### MATERIAL PROVIDED ###
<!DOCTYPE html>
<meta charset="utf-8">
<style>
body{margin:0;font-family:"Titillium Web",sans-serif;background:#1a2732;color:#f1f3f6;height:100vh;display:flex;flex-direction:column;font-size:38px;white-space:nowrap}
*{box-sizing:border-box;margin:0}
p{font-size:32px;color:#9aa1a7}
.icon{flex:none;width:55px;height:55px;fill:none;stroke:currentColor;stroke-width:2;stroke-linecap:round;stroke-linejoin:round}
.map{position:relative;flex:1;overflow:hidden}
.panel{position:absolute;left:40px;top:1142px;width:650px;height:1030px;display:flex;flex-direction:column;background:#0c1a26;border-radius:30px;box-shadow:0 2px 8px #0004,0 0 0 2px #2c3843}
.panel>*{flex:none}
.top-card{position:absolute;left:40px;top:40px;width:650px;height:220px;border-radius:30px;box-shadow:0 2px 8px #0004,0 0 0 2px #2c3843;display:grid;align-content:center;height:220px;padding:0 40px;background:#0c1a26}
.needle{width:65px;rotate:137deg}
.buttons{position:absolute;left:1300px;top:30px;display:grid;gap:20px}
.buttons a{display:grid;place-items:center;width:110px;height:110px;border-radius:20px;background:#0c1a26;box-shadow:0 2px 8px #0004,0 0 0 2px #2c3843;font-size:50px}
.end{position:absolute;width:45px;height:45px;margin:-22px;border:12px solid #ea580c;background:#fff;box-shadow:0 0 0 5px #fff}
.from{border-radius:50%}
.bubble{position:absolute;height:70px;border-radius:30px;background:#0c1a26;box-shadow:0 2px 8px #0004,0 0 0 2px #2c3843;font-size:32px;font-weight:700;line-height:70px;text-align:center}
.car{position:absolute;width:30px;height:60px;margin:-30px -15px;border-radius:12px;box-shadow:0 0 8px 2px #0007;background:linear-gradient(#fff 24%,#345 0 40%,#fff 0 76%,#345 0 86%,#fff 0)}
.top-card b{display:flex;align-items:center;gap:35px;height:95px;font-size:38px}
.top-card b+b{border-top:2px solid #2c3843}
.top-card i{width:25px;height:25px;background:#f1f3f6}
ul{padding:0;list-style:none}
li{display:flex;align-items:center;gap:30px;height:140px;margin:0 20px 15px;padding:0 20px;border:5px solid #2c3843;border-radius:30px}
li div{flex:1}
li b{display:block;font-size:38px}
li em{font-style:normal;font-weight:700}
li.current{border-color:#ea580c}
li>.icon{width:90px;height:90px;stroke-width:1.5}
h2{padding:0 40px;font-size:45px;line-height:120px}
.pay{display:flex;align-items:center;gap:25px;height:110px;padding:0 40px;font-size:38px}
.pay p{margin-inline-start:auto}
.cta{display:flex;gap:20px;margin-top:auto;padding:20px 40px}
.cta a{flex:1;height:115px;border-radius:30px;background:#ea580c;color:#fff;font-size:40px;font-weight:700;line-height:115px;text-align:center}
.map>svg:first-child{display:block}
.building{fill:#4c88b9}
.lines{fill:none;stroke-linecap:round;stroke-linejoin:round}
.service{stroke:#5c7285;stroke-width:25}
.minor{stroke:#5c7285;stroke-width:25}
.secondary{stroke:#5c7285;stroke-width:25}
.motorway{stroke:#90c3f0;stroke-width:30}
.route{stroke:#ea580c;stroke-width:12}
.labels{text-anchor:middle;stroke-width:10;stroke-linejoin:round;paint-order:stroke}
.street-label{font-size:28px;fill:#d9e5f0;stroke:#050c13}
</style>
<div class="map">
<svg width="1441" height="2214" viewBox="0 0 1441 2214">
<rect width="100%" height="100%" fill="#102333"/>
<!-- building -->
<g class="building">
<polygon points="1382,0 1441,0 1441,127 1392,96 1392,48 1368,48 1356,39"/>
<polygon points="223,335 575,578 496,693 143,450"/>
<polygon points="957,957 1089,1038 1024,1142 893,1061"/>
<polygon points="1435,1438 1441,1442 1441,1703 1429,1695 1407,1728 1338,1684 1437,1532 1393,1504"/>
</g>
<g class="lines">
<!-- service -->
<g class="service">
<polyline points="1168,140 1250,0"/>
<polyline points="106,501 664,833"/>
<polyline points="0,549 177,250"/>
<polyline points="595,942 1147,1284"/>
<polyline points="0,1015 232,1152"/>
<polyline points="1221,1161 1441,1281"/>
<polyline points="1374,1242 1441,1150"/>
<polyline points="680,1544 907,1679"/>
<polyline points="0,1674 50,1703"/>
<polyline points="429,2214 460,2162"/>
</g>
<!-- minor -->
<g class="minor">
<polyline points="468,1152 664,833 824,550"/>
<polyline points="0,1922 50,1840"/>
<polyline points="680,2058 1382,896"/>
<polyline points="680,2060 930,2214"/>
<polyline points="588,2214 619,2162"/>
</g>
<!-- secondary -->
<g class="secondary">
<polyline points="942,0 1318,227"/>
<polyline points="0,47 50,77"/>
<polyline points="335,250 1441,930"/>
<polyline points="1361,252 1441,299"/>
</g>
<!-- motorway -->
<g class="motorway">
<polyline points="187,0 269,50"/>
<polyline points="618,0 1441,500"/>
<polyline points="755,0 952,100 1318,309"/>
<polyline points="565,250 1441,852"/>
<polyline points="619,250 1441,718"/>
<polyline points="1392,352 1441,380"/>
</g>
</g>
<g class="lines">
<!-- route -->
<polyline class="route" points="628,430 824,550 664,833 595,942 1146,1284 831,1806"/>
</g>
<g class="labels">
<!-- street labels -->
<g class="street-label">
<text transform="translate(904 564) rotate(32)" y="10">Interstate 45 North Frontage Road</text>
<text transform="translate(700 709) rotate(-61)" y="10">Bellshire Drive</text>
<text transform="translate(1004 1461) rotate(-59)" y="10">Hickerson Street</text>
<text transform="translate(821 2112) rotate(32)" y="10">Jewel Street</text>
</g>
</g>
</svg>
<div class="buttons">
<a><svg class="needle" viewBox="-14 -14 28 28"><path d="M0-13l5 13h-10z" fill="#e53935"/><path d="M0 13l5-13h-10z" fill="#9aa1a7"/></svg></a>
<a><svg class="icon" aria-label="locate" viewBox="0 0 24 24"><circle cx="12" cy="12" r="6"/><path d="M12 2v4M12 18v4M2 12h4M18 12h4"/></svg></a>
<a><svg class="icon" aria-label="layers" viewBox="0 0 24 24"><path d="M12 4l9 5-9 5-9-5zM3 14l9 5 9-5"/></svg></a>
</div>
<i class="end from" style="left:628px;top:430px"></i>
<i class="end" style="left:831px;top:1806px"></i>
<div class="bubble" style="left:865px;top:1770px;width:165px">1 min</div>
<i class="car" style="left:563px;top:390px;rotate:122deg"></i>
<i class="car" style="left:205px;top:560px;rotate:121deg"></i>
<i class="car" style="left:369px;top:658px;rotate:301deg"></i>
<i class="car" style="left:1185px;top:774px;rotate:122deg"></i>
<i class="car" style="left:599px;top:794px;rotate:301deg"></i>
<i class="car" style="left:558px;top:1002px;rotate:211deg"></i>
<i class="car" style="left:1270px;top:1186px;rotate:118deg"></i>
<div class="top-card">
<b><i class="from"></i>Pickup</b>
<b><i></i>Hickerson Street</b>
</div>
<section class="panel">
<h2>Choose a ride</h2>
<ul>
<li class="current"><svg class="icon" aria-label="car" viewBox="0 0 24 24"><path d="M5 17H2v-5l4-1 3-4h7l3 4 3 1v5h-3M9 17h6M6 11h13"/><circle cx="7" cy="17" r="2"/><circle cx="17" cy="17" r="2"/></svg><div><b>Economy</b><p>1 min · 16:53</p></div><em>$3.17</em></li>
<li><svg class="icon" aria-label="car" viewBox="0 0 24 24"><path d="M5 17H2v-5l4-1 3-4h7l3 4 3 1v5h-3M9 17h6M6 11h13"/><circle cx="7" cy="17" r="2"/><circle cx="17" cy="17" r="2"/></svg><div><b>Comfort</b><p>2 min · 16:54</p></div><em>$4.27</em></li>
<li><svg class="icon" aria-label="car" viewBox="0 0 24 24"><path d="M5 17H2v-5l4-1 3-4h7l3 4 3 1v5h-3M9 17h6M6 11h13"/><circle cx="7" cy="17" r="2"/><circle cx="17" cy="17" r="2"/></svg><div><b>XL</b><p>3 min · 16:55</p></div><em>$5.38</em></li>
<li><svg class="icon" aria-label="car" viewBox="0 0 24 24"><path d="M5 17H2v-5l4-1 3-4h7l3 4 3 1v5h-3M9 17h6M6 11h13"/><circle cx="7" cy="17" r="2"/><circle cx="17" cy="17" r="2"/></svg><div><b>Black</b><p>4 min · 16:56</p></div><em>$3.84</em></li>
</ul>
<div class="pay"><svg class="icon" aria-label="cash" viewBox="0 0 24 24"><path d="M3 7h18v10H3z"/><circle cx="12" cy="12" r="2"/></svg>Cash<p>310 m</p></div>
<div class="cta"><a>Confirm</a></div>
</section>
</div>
###
• [GOAL OF THE EXERCISE]: Produce an exact copy of each line from the one holding "<h2>Choose a ride</h2>" through the last line of the records, both included, and nothing more.

• [TASK OUTPUT]:
<h2>Choose a ride</h2>
<ul>
<li class="current"><svg class="icon" aria-label="car" viewBox="0 0 24 24"><path d="M5 17H2v-5l4-1 3-4h7l3 4 3 1v5h-3M9 17h6M6 11h13"/><circle cx="7" cy="17" r="2"/><circle cx="17" cy="17" r="2"/></svg><div><b>Economy</b><p>1 min · 16:53</p></div><em>$3.17</em></li>
<li><svg class="icon" aria-label="car" viewBox="0 0 24 24"><path d="M5 17H2v-5l4-1 3-4h7l3 4 3 1v5h-3M9 17h6M6 11h13"/><circle cx="7" cy="17" r="2"/><circle cx="17" cy="17" r="2"/></svg><div><b>Comfort</b><p>2 min · 16:54</p></div><em>$4.27</em></li>
<li><svg class="icon" aria-label="car" viewBox="0 0 24 24"><path d="M5 17H2v-5l4-1 3-4h7l3 4 3 1v5h-3M9 17h6M6 11h13"/><circle cx="7" cy="17" r="2"/><circle cx="17" cy="17" r="2"/></svg><div><b>XL</b><p>3 min · 16:55</p></div><em>$5.38</em></li>
<li><svg class="icon" aria-label="car" viewBox="0 0 24 24"><path d="M5 17H2v-5l4-1 3-4h7l3 4 3 1v5h-3M9 17h6M6 11h13"/><circle cx="7" cy="17" r="2"/><circle cx="17" cy="17" r="2"/></svg><div><b>Black</b><p>4 min · 16:56</p></div><em>$3.84</em></li>
</ul>
<div class="pay"><svg class="icon" aria-label="cash" viewBox="0 0 24 24"><path d="M3 7h18v10H3z"/><circle cx="12" cy="12" r="2"/></svg>Cash<p>310 m</p></div>
<div class="cta"><a>Confirm</a></div>
</section>
</div>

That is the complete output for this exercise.